Given records:
■ ■ ■ ■ ■

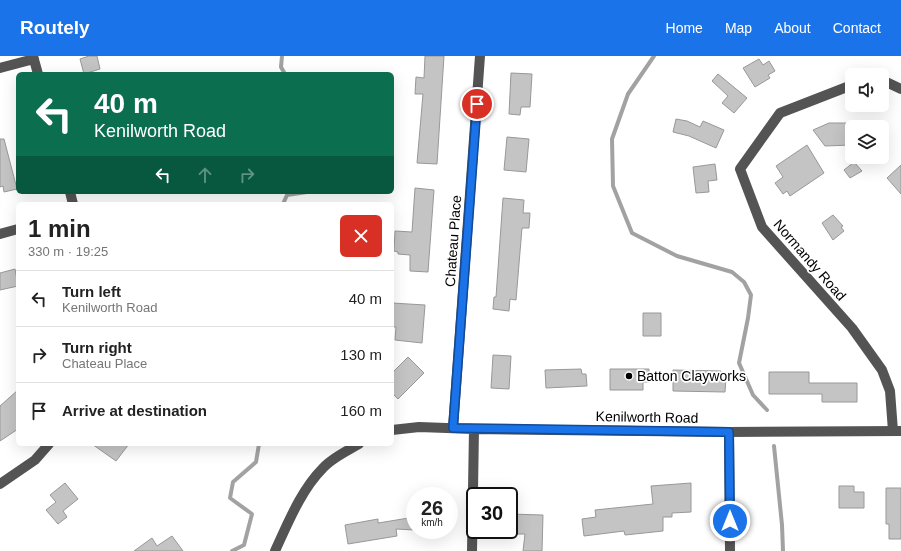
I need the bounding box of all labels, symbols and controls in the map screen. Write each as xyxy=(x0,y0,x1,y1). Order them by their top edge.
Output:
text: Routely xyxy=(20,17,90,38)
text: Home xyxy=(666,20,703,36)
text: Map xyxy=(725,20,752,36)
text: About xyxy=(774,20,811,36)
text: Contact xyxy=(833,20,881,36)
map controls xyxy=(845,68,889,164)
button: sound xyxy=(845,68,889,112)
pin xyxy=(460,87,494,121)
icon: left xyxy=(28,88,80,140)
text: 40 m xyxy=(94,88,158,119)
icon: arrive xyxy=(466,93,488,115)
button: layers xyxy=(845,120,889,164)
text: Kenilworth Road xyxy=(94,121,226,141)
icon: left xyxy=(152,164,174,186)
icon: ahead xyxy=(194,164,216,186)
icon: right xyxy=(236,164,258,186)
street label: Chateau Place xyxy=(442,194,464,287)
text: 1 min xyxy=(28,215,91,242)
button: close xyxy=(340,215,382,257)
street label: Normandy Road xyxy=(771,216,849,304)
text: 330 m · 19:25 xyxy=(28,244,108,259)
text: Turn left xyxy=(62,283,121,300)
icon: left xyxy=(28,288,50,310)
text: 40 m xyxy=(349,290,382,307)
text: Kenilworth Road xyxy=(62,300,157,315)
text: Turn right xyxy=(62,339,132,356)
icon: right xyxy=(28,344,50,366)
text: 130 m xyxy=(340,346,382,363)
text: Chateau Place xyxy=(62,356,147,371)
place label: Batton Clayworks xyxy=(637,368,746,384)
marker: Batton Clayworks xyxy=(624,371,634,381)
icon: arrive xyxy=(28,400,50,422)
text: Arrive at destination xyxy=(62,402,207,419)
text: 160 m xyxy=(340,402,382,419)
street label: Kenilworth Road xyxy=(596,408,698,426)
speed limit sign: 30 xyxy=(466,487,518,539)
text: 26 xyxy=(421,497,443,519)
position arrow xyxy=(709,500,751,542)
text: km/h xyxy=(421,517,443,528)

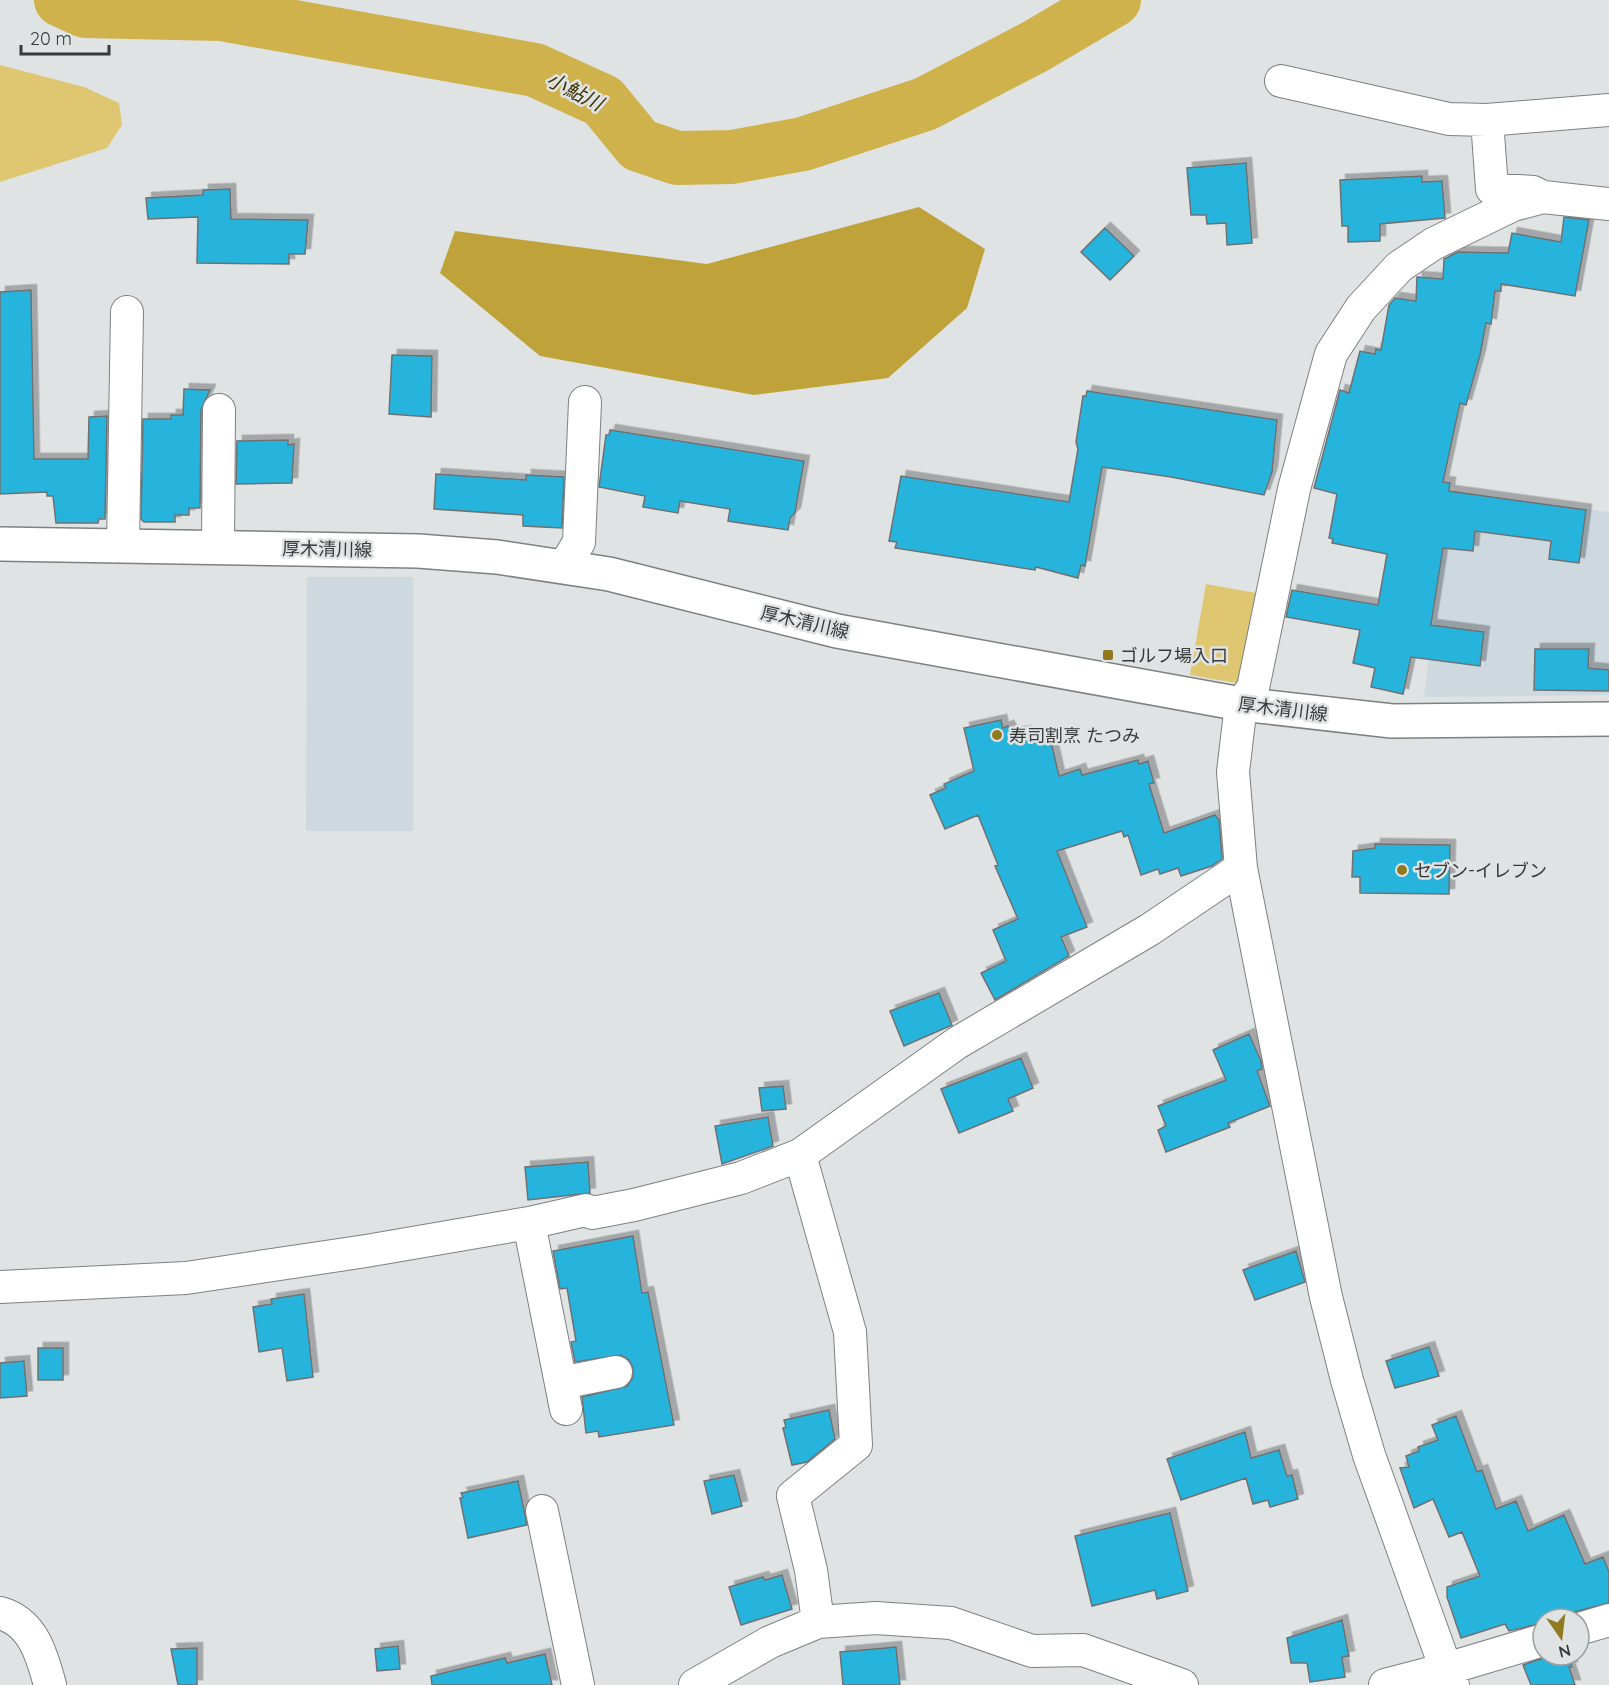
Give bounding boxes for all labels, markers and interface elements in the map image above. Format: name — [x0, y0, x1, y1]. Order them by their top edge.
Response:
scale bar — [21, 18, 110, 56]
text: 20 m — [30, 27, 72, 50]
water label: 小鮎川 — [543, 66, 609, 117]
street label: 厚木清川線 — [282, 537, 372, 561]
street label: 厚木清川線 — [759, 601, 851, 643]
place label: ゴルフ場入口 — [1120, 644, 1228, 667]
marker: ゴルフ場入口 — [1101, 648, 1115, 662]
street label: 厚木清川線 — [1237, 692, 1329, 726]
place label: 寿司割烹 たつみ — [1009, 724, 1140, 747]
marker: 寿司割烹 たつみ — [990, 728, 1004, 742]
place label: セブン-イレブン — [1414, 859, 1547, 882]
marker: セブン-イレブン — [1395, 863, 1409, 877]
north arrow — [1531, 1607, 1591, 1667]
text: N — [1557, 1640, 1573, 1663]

■ ■ ■ ■ ■

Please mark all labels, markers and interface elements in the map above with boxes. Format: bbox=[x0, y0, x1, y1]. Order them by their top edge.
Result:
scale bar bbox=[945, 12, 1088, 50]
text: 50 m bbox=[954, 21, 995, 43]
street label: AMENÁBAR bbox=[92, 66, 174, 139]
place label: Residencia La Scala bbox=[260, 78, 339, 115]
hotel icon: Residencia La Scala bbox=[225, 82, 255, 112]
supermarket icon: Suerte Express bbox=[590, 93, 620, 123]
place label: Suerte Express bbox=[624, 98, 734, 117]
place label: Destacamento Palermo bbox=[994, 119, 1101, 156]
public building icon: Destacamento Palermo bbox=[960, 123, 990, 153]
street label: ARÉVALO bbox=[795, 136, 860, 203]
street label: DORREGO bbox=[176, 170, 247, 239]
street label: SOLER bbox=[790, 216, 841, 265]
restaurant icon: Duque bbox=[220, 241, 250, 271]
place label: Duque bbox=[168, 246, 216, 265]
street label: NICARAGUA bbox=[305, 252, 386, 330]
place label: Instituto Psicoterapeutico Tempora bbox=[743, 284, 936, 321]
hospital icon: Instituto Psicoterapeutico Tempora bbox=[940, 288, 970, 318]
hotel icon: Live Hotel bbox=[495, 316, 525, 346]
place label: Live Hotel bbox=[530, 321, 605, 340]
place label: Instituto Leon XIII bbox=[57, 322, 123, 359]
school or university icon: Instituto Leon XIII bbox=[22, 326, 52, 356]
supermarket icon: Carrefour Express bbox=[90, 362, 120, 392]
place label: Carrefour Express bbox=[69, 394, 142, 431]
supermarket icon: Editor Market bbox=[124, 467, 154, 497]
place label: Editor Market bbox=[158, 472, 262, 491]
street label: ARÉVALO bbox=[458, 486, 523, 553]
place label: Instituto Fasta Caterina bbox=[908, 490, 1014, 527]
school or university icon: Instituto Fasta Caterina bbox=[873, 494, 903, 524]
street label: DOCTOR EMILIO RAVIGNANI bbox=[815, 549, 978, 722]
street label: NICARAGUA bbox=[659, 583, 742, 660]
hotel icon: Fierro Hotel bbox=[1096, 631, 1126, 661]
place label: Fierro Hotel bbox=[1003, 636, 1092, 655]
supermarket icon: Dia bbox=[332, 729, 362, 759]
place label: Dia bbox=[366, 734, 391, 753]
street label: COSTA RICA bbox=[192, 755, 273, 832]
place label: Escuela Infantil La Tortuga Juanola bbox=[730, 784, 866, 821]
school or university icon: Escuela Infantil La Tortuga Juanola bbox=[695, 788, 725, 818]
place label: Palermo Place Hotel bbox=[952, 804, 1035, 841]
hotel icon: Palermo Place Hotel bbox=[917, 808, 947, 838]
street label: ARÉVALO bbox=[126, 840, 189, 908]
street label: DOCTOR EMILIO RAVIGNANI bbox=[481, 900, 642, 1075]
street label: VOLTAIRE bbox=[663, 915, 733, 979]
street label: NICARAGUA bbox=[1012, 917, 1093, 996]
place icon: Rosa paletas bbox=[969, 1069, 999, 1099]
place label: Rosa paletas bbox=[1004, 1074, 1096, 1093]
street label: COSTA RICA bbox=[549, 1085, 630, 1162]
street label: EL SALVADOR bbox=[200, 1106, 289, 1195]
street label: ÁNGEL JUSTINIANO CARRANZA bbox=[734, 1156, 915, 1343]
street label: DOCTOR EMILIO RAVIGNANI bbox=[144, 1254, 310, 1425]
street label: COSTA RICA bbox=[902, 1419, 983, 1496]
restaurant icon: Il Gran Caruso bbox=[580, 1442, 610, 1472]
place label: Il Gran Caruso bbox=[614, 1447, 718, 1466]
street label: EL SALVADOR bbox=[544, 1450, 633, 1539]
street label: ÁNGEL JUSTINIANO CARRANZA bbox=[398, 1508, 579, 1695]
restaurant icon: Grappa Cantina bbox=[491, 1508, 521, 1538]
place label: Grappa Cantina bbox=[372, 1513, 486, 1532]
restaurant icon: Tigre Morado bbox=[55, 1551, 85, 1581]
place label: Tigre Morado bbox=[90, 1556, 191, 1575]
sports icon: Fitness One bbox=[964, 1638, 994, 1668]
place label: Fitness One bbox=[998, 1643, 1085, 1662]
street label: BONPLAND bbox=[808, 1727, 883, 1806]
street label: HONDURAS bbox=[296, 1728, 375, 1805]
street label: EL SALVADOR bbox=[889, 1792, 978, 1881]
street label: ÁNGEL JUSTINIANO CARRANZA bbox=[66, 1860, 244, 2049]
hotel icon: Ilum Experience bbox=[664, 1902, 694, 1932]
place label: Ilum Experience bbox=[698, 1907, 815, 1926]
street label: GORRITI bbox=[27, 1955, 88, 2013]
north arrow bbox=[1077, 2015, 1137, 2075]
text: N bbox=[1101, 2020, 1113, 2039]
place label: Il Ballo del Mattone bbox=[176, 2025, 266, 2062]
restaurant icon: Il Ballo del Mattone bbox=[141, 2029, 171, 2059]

■ ■ ■ ■ ■

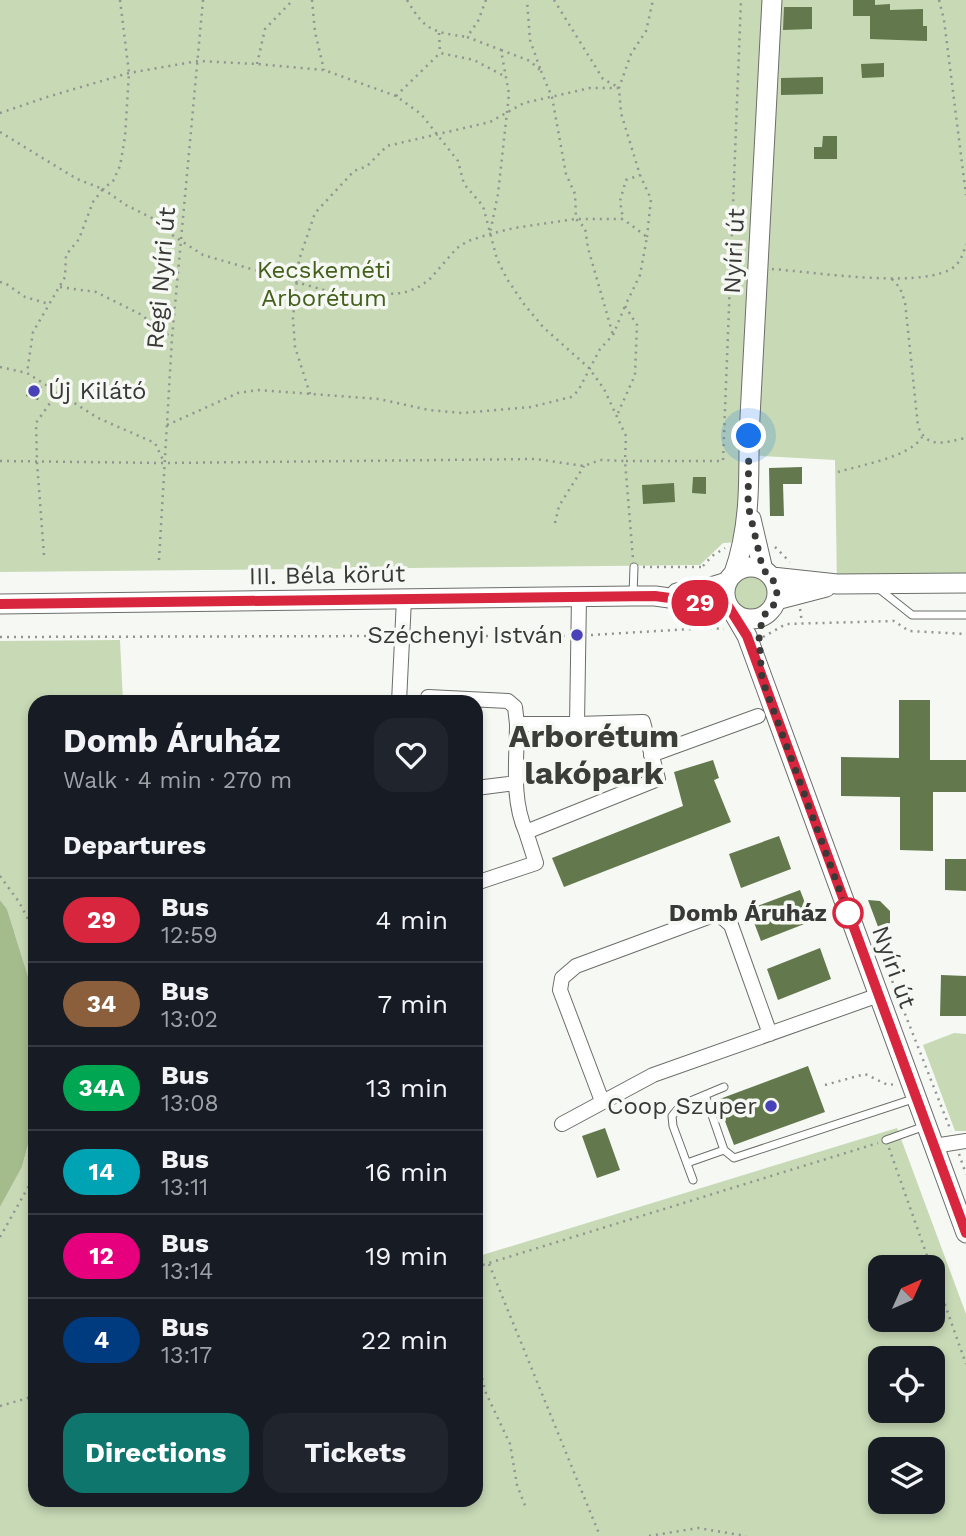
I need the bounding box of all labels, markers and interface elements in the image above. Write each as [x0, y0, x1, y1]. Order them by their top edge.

■ ■ ■ ■ ■

To do:
Look through the listing, and copy each line that contains the word "elements".

Solution:
Give bounding boxes for all labels, markers and interface elements in the map image above. Format: name — [x0, y0, x1, y1]. Order them by their top edge.
Please mark all labels, markers and interface elements in the map above with boxes. Format: bbox=[x0, y0, x1, y1]. Order them by their top edge.
I need the bounding box of all labels, markers and interface elements in the image above. Write each as [x0, y0, x1, y1]. Order them by their top edge.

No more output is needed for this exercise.